Thomas L. Friedman is an internationally renowned author, reporter, and columnist—the recipient of three Pulitzer Prizes and the author of five bestselling books, among them From Beirut to Jerusalem and The World Is Flat.
 
He was born in Minneapolis in 1953, and grew up in the middle-class Minneapolis suburb of St. Louis Park. He graduated from Brandeis University in 1975 with a degree in Mediterranean studies, attended St. Antony's College, Oxford, on a Marshall Scholarship, and received an M.Phil. degree in modern Middle East studies from Oxford.
 
After three years with United Press International, he joined The New York Times, where he has worked ever since as a reporter, correspondent, bureau chief, and columnist.

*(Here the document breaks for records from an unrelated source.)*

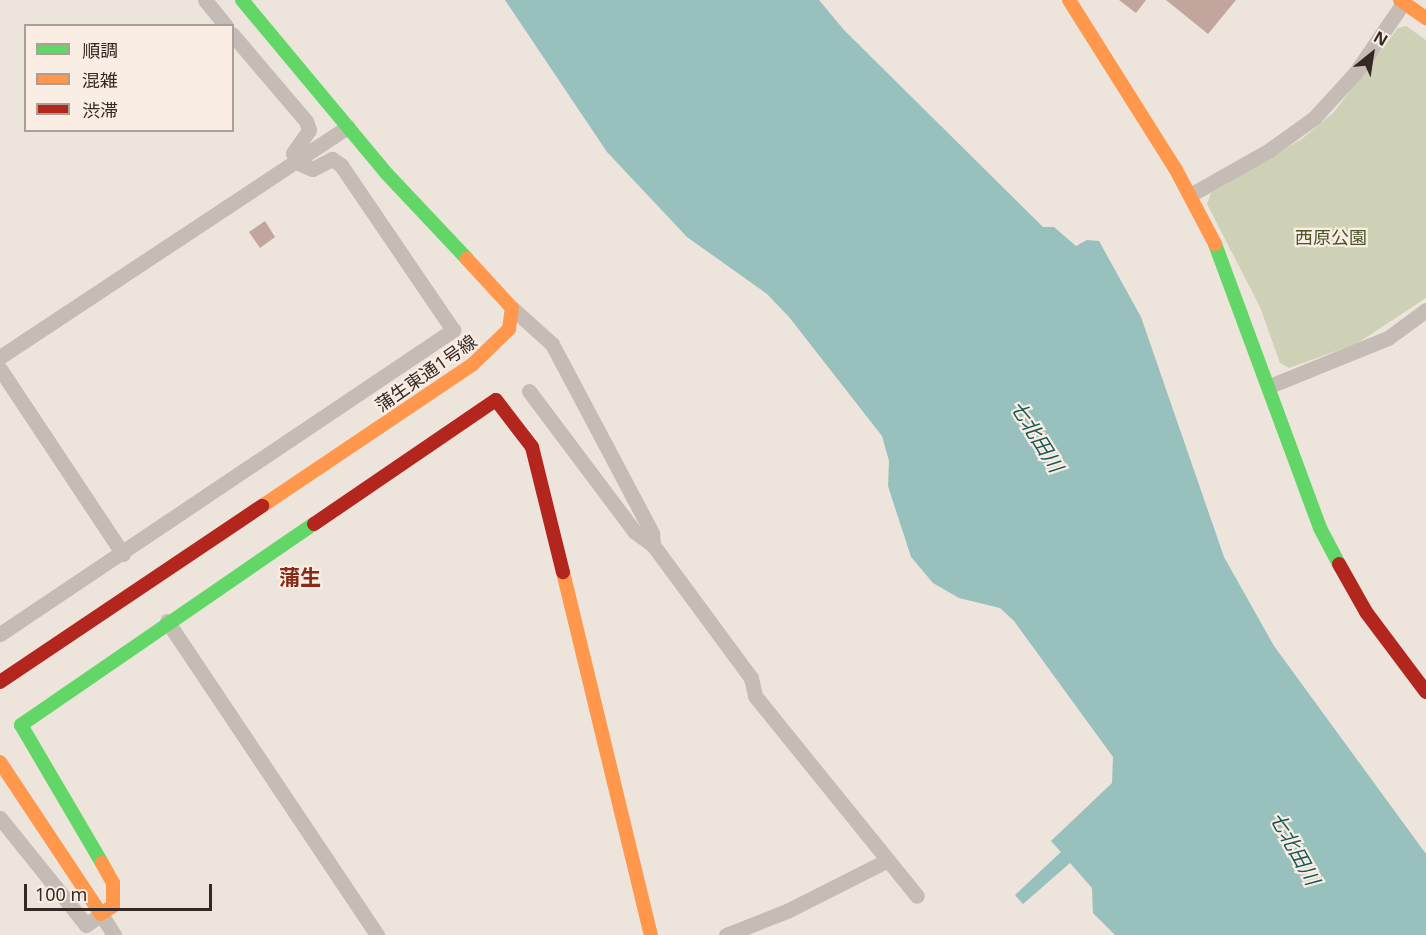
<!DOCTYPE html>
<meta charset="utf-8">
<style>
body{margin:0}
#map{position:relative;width:1426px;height:935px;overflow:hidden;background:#ede4dc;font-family:"Noto Sans","Noto Sans JP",sans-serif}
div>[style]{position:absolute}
.green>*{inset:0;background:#cfd1b6}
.water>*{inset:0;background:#98c0bc}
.building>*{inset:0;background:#c2a59d}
.street>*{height:15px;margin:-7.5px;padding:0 7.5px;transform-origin:7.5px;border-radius:7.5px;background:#c5bcb6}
.fast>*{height:14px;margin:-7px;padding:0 7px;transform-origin:7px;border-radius:7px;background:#63d668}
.slow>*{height:14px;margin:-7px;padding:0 7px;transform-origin:7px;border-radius:7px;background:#ff974d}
.jam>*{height:14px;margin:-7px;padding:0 7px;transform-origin:7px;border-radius:7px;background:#b3261e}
span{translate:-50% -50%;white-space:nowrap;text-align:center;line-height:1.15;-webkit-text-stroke:4.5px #faede3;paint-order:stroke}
.park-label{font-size:18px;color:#485527}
.street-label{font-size:18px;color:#352925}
.water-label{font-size:20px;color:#185958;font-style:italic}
.quarter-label{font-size:21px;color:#8a2a18;font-weight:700}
.legend{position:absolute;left:24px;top:24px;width:210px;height:108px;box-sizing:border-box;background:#faede3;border:2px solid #ab9f97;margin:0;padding:8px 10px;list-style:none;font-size:18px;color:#352925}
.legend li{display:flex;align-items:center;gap:12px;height:30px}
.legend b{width:30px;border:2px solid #ab9f97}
.north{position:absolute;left:1342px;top:24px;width:60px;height:60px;-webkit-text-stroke:4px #faede3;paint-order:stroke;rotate:30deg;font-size:16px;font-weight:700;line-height:24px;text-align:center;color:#352925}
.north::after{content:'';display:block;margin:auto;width:21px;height:27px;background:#352925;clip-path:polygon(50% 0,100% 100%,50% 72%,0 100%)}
.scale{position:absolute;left:24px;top:884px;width:188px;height:27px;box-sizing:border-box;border:3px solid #352925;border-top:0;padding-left:8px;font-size:18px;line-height:21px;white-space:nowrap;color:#352925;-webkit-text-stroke:4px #faede3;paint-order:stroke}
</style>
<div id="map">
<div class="green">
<div style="clip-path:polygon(1406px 26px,1426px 40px,1426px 298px,1356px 344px,1289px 368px,1280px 363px,1260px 307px,1207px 204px,1211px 193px,1303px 138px,1334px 112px,1398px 28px)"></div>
</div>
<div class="water">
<div style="clip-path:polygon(505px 0,819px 0,844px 30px,1043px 227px,1054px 227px,1076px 246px,1087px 240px,1099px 241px,1141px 317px,1224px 557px,1274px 646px,1426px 854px,1426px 935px,1115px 935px,1093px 913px,1092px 888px,1070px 863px,1023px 904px,1015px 895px,1061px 852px,1051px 841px,1112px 783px,1113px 757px,1014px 621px,1000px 608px,959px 598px,933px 583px,911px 557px,888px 486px,889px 461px,882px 436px,789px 317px,767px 294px,687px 237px,607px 152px)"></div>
</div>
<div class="building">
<div style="clip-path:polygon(1119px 0,1146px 0,1136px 13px)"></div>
<div style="clip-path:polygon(1166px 0,1236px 0,1208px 34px)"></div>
<div style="clip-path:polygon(265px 221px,275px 237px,260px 248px,249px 232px)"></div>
</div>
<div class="street">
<div style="left:205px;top:0;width:33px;rotate:51deg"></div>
<div style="left:1190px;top:195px;width:90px;rotate:-29.4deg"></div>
<div style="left:1268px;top:151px;width:57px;rotate:-35.7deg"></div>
<div style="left:1314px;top:118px;width:62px;rotate:-47.6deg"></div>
<div style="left:1356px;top:72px;width:83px;rotate:-55.7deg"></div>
<div style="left:512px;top:308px;width:54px;rotate:42deg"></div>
<div style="left:552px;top:344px;width:214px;rotate:62.1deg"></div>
<div style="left:652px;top:533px;width:12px;rotate:85deg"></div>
<div style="left:0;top:357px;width:417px;rotate:-33.5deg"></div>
<div style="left:0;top:369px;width:222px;rotate:56.4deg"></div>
<div style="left:1272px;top:385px;width:125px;rotate:-22.1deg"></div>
<div style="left:1388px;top:338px;width:47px;rotate:-36.4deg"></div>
<div style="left:529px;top:391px;width:176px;rotate:53.1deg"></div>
<div style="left:635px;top:532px;width:22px;rotate:36deg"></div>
<div style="left:653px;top:545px;width:165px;rotate:53.6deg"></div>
<div style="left:751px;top:678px;width:18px;rotate:77deg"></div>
<div style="left:755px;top:696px;width:257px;rotate:51deg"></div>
<div style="left:167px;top:621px;width:378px;rotate:56.2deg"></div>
<div style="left:0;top:634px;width:546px;rotate:-33.86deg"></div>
<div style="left:453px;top:330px;width:199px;rotate:-124.2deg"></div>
<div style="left:341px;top:165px;width:11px;rotate:-146deg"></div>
<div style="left:332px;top:159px;width:22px;rotate:153deg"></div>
<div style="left:312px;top:169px;width:17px;rotate:-156deg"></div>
<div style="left:296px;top:162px;width:9px;rotate:-108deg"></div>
<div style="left:293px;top:153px;width:28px;rotate:-55deg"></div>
<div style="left:309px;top:130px;width:9px;rotate:-108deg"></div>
<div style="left:306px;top:121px;width:114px;rotate:-130.4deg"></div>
<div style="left:0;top:818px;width:137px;rotate:51.2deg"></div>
<div style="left:86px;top:925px;width:19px;rotate:-36deg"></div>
<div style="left:101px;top:914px;width:25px;rotate:58deg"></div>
<div style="left:726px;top:935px;width:66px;rotate:-21.5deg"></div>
<div style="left:787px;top:911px;width:113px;rotate:-26.8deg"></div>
</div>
<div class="fast">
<div style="left:242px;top:0;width:226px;rotate:50.2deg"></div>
<div style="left:387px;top:174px;width:117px;rotate:46.7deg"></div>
<div style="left:1215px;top:244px;width:303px;rotate:69.7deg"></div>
<div style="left:1320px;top:528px;width:41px;rotate:62.2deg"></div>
<div style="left:102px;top:863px;width:160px;rotate:-120.4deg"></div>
<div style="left:21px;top:725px;width:355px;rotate:-34.5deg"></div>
</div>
<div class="slow">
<div style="left:1069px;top:0;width:199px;rotate:57.8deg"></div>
<div style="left:1175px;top:168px;width:86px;rotate:62.2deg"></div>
<div style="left:1400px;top:0;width:32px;rotate:35deg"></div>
<div style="left:262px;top:506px;width:253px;rotate:-33.9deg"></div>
<div style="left:472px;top:365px;width:52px;rotate:-44.2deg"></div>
<div style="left:509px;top:329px;width:21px;rotate:-82deg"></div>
<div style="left:512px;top:308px;width:67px;rotate:-132.6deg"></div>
<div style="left:563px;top:572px;width:374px;rotate:76.4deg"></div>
<div style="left:0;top:762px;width:182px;rotate:56.4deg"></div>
<div style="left:101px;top:914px;width:14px;rotate:-34deg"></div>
<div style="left:113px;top:906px;width:23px;rotate:-90deg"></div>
<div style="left:113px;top:883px;width:23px;rotate:-119deg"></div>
</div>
<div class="jam">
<div style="left:314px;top:524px;width:220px;rotate:-34.3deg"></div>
<div style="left:496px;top:400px;width:59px;rotate:52.5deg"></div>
<div style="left:532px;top:447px;width:129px;rotate:76.1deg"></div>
<div style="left:1339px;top:564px;width:55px;rotate:60.6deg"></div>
<div style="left:1366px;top:612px;width:100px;rotate:53.1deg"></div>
<div style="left:0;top:682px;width:316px;rotate:-33.9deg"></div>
</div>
<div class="park-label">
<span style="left:1331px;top:237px">西原公園</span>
</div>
<div class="street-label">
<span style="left:426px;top:373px;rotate:-35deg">蒲生東通1号線</span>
</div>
<div class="water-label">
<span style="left:1037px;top:436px;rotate:58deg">七北田川</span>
<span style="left:1295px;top:848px;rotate:61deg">七北田川</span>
</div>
<div class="quarter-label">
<span style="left:300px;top:577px">蒲生</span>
</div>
<ul class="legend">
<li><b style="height:8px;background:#63d668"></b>順調</li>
<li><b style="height:8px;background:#ff974d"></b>混雑</li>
<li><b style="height:8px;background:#b3261e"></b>渋滞</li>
</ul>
<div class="north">N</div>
<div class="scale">100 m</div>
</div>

At the Times, he has won three Pulitzer Prizes: in 1983 for international reporting (from Lebanon), in 1988 for international reporting (from Israel), and in 2002 for his columns after the September 11th attacks. 
 
Friedman’s first book, From Beirut to Jerusalem, won the National Book Award in 1989. His second book, The Lexus and the Olive Tree: Understanding Globalization (1999), won the Overseas Press Club Award for best book on foreign policy in 2000. In 2002 FSG published a collection of his Pulitzer Prize-winning columns, along with a diary he kept after 9/11, as Longitudes and Attitudes: Exploring the World After September 11. His fourth book, The World Is Flat: A Brief History of the Twenty-first Century (2005) became a #1 New York Times bestseller and received the inaugural Financial Times/Goldman Sachs Business Book of the Year Award in November 2005. A revised and expanded edition was published in hardcover in 2006 and in 2007. The World Is Flat has sold more than 4 million copies in thirty-seven languages. 
 
In 2008 he brought out Hot, Flat, and Crowded, which was published in a revised edition a year later. His sixth book, That Used to Be Us: How American Fell Behind in the World We Invented and How We Can Come Back, co-written with Michael Mandelbaum, will be published in September 2011.
 
Thomas L. Friedman lives in Bethesda, Maryland, with his family.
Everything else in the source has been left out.